While not grounded in the same academic rigour as O’Reilly or Christensen, her experience provides a case study of what happens when an industry facing intense competition fails to provide even basic customer satisfaction: she eradicates them from her life.

The growth of VOIP is remarkable. Japan already has over 8 million subscribers today andIDC predicts that the number of residential VOIP subscribers in America will grow from 3 million at the end of 2005 to 27 million by the end of 2009.

Such growth inevitably captures the attention of the business press, such as The Economist which produced an in-depth report on telecoms and the Internet. It provides startling evidence that the telecom industry will be devastated by VOIP.

The report holds up Skype as a leading example of a disruptive agent terrifying the incumbents, and not because of its current business performance. The three year old company will only make US$60 million in revenue this year and will likely not be profitable.

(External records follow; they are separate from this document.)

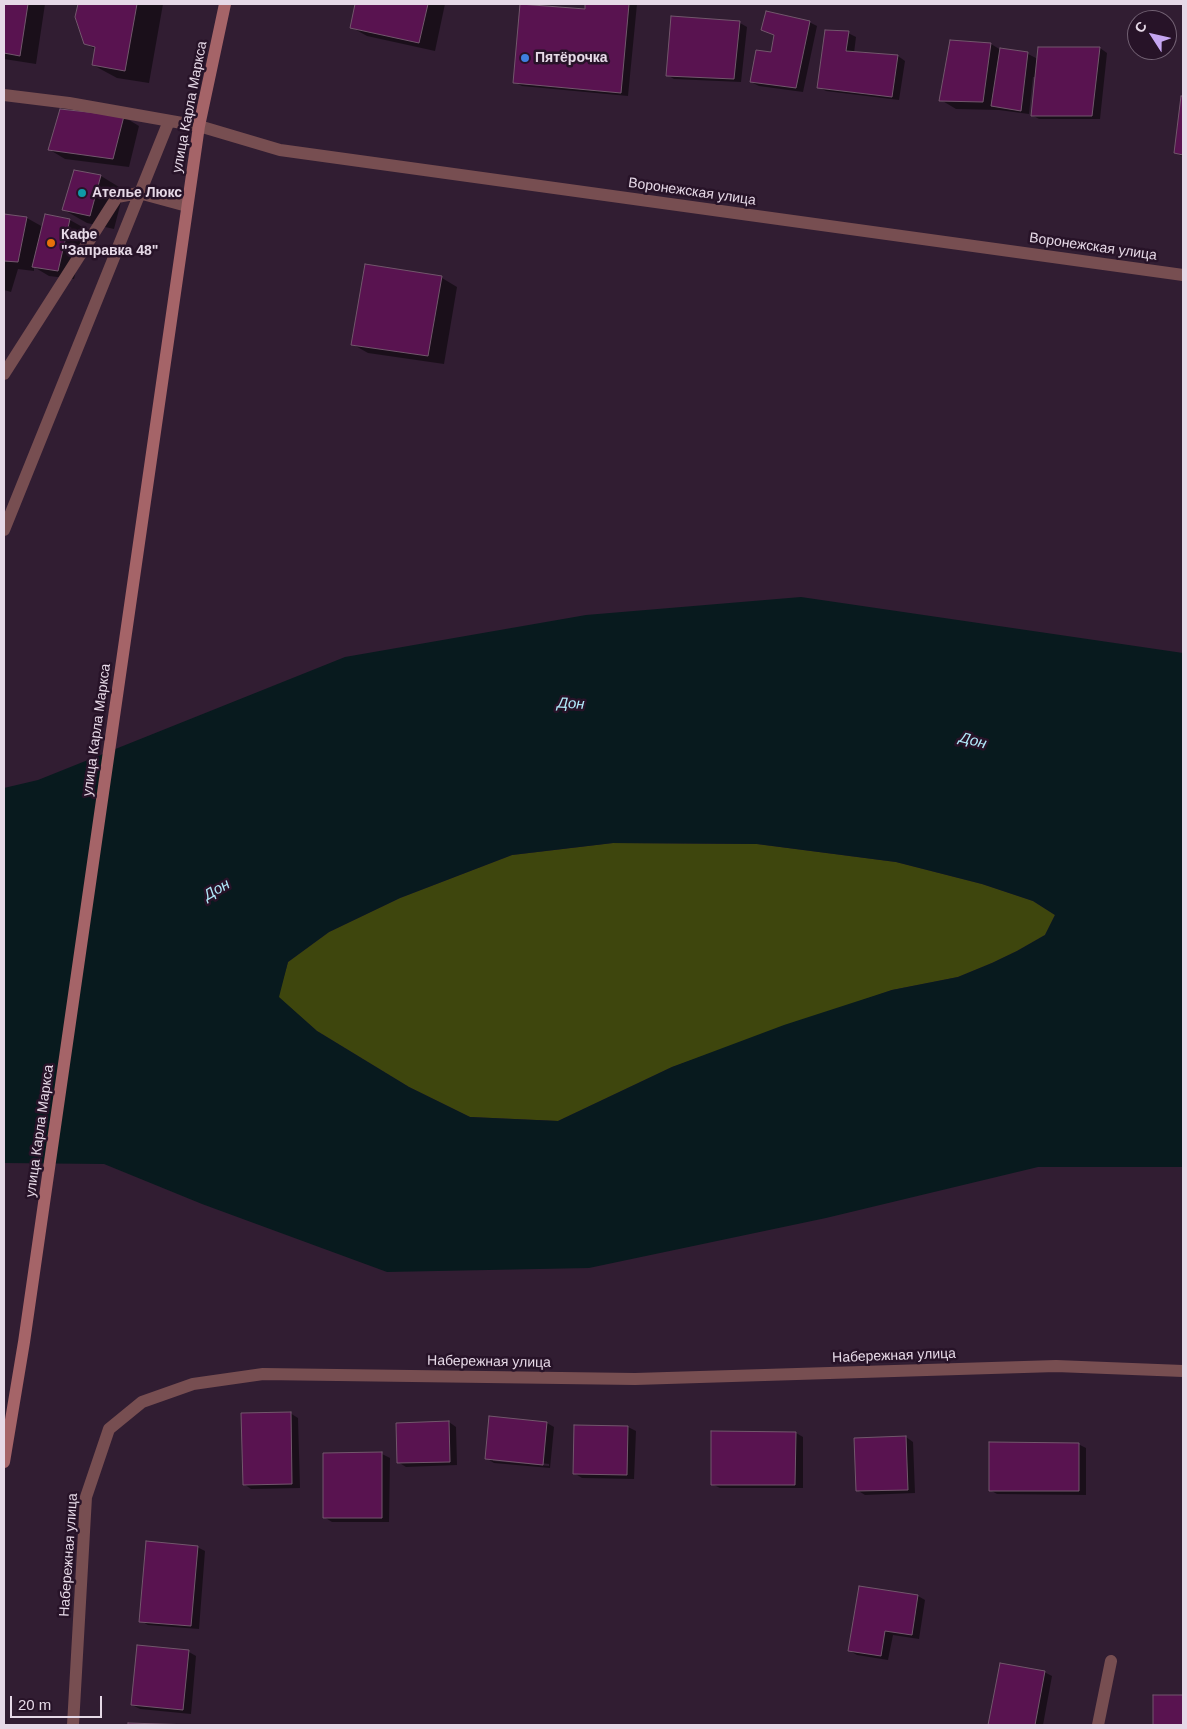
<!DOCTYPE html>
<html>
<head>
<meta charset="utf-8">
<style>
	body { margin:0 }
	#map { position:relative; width:1187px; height:1729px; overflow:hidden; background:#311d32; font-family:Helvetica,sans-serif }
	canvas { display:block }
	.frame { position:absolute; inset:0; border:5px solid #e6d9e7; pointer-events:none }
	.north { position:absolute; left:1127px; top:10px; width:50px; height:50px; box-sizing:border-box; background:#271328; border:1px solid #736274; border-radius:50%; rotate:305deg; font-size:14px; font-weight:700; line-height:20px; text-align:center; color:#e6d9e7 }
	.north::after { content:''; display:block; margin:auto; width:18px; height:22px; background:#c5a6f1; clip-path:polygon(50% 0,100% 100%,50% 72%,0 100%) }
	.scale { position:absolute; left:10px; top:1696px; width:92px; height:22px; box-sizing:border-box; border:2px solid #e6d9e7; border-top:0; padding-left:6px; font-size:15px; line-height:18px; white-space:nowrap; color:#e6d9e7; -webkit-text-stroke:4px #271328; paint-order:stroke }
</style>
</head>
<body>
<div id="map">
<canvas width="1187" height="1729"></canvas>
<div class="frame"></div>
<div class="north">С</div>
<div class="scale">20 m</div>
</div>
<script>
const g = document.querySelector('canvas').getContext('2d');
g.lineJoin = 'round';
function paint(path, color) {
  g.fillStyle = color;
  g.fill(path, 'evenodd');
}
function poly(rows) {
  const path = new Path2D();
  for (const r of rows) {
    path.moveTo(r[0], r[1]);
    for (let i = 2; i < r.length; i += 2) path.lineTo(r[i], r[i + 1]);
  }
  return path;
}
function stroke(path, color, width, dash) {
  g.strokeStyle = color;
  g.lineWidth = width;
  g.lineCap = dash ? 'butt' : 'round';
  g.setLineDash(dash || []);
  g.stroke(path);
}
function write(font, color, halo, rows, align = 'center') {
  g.font = font + ' Helvetica,sans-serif';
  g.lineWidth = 5;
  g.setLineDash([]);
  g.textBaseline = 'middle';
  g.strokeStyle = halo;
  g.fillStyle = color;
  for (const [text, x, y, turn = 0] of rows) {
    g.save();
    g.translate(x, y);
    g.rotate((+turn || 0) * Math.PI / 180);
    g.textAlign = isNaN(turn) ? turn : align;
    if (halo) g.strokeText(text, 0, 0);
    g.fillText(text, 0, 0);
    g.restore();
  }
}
paint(poly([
	[613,843,757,844,896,862,982,884,1033,901,1055,915,1045,935,1017,951,992,963,958,977,892,990,672,1067,558,1121,470,1117,409,1087,317,1031,278,997,288,962,329,932,400,898,512,855]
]), '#3e460d');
paint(poly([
	[801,597,1183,653,1183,1167,1038,1167,826,1218,589,1268,387,1272,202,1204,104,1164,4,1163,4,788,38,780,345,657,586,615],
	[613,843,757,844,896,862,982,884,1033,901,1055,915,1045,935,1017,951,992,963,958,977,892,990,784,1025,672,1067,558,1121,470,1117,409,1087,317,1031,279,997,288,962,329,932,400,898,512,855]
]), '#081a1e');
paint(poly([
	[4,4,45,4,36,64,4,59],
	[79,4,163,4,149,83,117,78,93,65,96,50,85,43,76,17],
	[356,4,445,4,435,51,367,36,351,27],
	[586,4,637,4,628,96,522,86,514,82,586,10],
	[809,22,817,26,803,92,759,86,751,82,772,54,775,36,763,30],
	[740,23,747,27,741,82,674,79,667,75],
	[848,33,856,37,854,53,898,56,905,61,899,100,826,91,818,87],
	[991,44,1001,50,1028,54,1038,59,1100,48,1107,53,1100,119,1039,119,1032,115,1036,77,1033,77,1029,114,999,110,956,109,941,100],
	[1182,97,1183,97,1183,157,1176,153],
	[124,117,139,126,129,167,65,159,50,150],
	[75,171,101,176,124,190,114,229,87,223,64,210],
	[4,215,27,218,43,227,46,216,70,220,86,229,74,279,49,276,34,267,34,271,18,269,11,292,4,290],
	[442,278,457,287,444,364,368,353,352,344],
	[290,1413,298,1418,300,1488,251,1489,244,1484],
	[449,1422,456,1427,457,1465,406,1467,398,1462],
	[547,1423,554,1427,550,1468,494,1463,486,1458],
	[493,1458,549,1464,549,1466,493,1461],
	[628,1427,636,1431,634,1479,582,1478,574,1473],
	[796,1433,803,1437,803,1488,720,1488,712,1484],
	[906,1437,913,1442,915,1493,865,1495,857,1490],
	[1078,1444,1086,1448,1086,1495,997,1494,990,1490],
	[382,1454,390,1458,389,1522,332,1522,324,1517],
	[197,1547,205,1551,199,1629,148,1625,141,1621],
	[918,1596,925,1600,919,1639,893,1635,888,1660,857,1655,850,1651],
	[189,1652,196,1656,191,1714,140,1709,132,1705],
	[1001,1664,1044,1672,1052,1676,1043,1725,989,1725],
	[1155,1696,1183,1697,1183,1725,1154,1725]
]), '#0007');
const building = poly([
	[4,4,28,4,20,56,4,53,4,4],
	[78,4,137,4,125,71,92,65,95,47,84,44,75,17,78,4],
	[355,4,428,4,419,43,350,28,355,4],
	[520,4,585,9,585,4,629,4,621,93,513,83,520,4],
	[766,11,810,21,796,88,750,82,756,50,771,52,774,35,761,30,766,11],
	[671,16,740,21,734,79,666,76,671,16],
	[825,30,849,31,846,51,898,55,892,97,817,88,825,30],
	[950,40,991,43,983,102,939,101,950,40],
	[1038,47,1100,47,1092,116,1031,116,1038,47],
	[1000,48,1028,52,1021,111,991,106,1000,48],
	[1181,96,1183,96,1183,155,1174,153,1181,96],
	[60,109,124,116,113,159,48,150,60,109],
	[74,170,101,175,90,216,62,210,74,170],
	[4,214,27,217,18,262,4,261,4,214],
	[45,214,70,219,58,271,32,267,45,214],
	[365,264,442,276,428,356,351,345,365,264],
	[291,1412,292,1484,243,1485,241,1413,291,1412],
	[489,1416,547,1422,543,1465,485,1459,489,1416],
	[449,1421,450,1462,397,1463,396,1423,449,1421],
	[574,1425,628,1426,627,1475,573,1474,574,1425],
	[711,1431,796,1432,795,1485,711,1485,711,1431],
	[906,1436,908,1490,856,1491,854,1438,906,1436],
	[989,1442,1079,1443,1079,1491,989,1491,989,1442],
	[382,1452,382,1518,323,1518,323,1453,382,1452],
	[146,1541,198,1546,191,1626,139,1622,146,1541],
	[859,1586,918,1595,912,1635,885,1631,881,1656,848,1651,859,1586],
	[137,1645,189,1650,183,1710,131,1705,137,1645],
	[1000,1663,1045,1671,1035,1725,988,1725,1000,1663],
	[1153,1695,1183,1695,1183,1725,1153,1725,1153,1695],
	[128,1723,193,1725,128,1725,128,1723]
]);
paint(building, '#591350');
stroke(building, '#72576c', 1);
stroke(poly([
	[4,95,69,103,199,126],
	[4,374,117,197,139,193,187,206],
	[4,530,169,121],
	[73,1725,86,1497,109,1429,142,1402,193,1384,263,1374,635,1379,1056,1366,1183,1371],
	[1098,1725,1111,1661]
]), '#774e51', 12);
stroke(poly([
	[199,126,280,150,1183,275]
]), '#774e51', 12);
stroke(poly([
	[4,1462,24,1342,199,126,225,4]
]), '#a56468', 12);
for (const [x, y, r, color] of [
	[525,58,5,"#3f7fe0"],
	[82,193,5,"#0f9aa8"],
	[51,243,5,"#e8710a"]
]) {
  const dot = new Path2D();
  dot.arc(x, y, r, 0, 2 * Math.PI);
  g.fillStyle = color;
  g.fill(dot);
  stroke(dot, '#271328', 2);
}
write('bold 14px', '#e6d9e7', '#271328', [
	["Пятёрочка",535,58],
	["Ателье Люкс",92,193],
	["Кафе",61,235],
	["\"Заправка 48\"",61,251]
], 'left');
write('14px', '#e6d9e7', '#271328', [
	["улица Карла Маркса",190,107,-79],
	["Воронежская улица",692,192,8],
	["Воронежская улица",1093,247,8],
	["улица Карла Маркса",97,730,-82],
	["улица Карла Маркса",40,1131,-82],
	["Набережная улица",894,1356,-2],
	["Набережная улица",489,1362,1],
	["Набережная улица",69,1555,-86]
]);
write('italic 15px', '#b2ebfb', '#271328', [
	["Дон",571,704,3],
	["Дон",973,741,15],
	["Дон",217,890,-30]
]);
</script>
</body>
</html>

Skype earns attention because of the credentials of its founders who clearly grasp the participatory, collaborative nature of Internet technology. Niklas Zennstrom and Janus Friis also founded KaZaA, and its their combination of of philosophical insight and business acumen that has drawn the attention of Tim O’Reilly, an influential proponent of Internet-enabled collaboration.

Skype is also a poster child for Christensen’s theory of disruptive innovation, a player that can take out entrenched incumbents by kneecapping them with superior pricing tactics. Consider Skype’s model:

§         It can add 150,000 users a day without spending anything on new equipment or marketing.

§         With no marginal cost, Skype can thus afford to maximise the number of its users, knowing that if only some of them start buying its fee-based services—such as SkypeOut, SkypeIn and voicemail—Skype will make money.

§         As a result, according to Zennstrom: “We want to make as little money as possible per user. We don't have any cost per user, but we want a lot of them.”

§         This is the exact opposite of the traditional business model in the telecom industry, which is based on maximising the average revenue per user.

Not only does the Skype business model have experts like Rich Tehrani, the founder of Internet Telephony, predicting that in the future all voice communication will be free, recently released statistics demonstrate that VOIP may completely eliminate traditional phone service.

According to the Telephia Emerging Personal Communications Options (EPCO) survey of high-tech households, Internet-based telephone service (or Internet telephony) is replacing traditional landline phone service among those who have chosen VOIP.

§         53 percent of high-tech households subscribing to Internet telephony have completely replaced and disconnected their landline phones. (High-tech households are identified as those who currently subscribe to at least three bundled or emerging services—e.g., wireless data, video-on-demand, Internet-based telephony, satellite radio, broadband, DVR, etc.—or expressed an intent to purchase four or more services.)

When asked what the primary reasons were for subscribing or having interest in Internet-based telephone service, the high-tech households responded with explanations that strongly reinforce the pricing model implemented by Skype:

  • 59 percent said savings on calls within the United States was the top factor in making the switch.
  • Among those who showed interest in adopting Internet telephony, but have not subscribed to a service, 30 percent said that bundled package deals were a key reason for their interest.
  • For these “intenders,” 17 percent said interconnectivity across different communication services was important.
  • 15 percent cited the ability to switch between telephone networks.
  • 11 percent mentioned caller ID on TV as a reason for interest.

Which brings us back to my friend. An executive with a multi-national software manufacturer, she and her husband fit comfortably into the high-tech household category. But she never mentioned the factors above when telling us why they have removed their landline and are now exclusively using VOIP and cell phones for their voice communications.

She chose to disrupt her telephone provider after it was unable to resolve a technical problem after seven service calls (all of which required her to be at home and not all of which resulted in the appearance of a service technician) and long-winded explanations from CSRs about how she might not actually have a problem with her phone line.

There are few industries in which the stakes are as high as telecommunications and the differences in business models between disruptors and incumbents are as stark. Nonetheless, everyone evaluating an Internet strategy must be following the developments in the industry because of the important lessons it provides.

But one can only hope that we don’t need to read the work of business and web theorists to understand that forcing a customer to endure seven service calls to not resolve a problem will motivate them to switch the moment an alternative is available.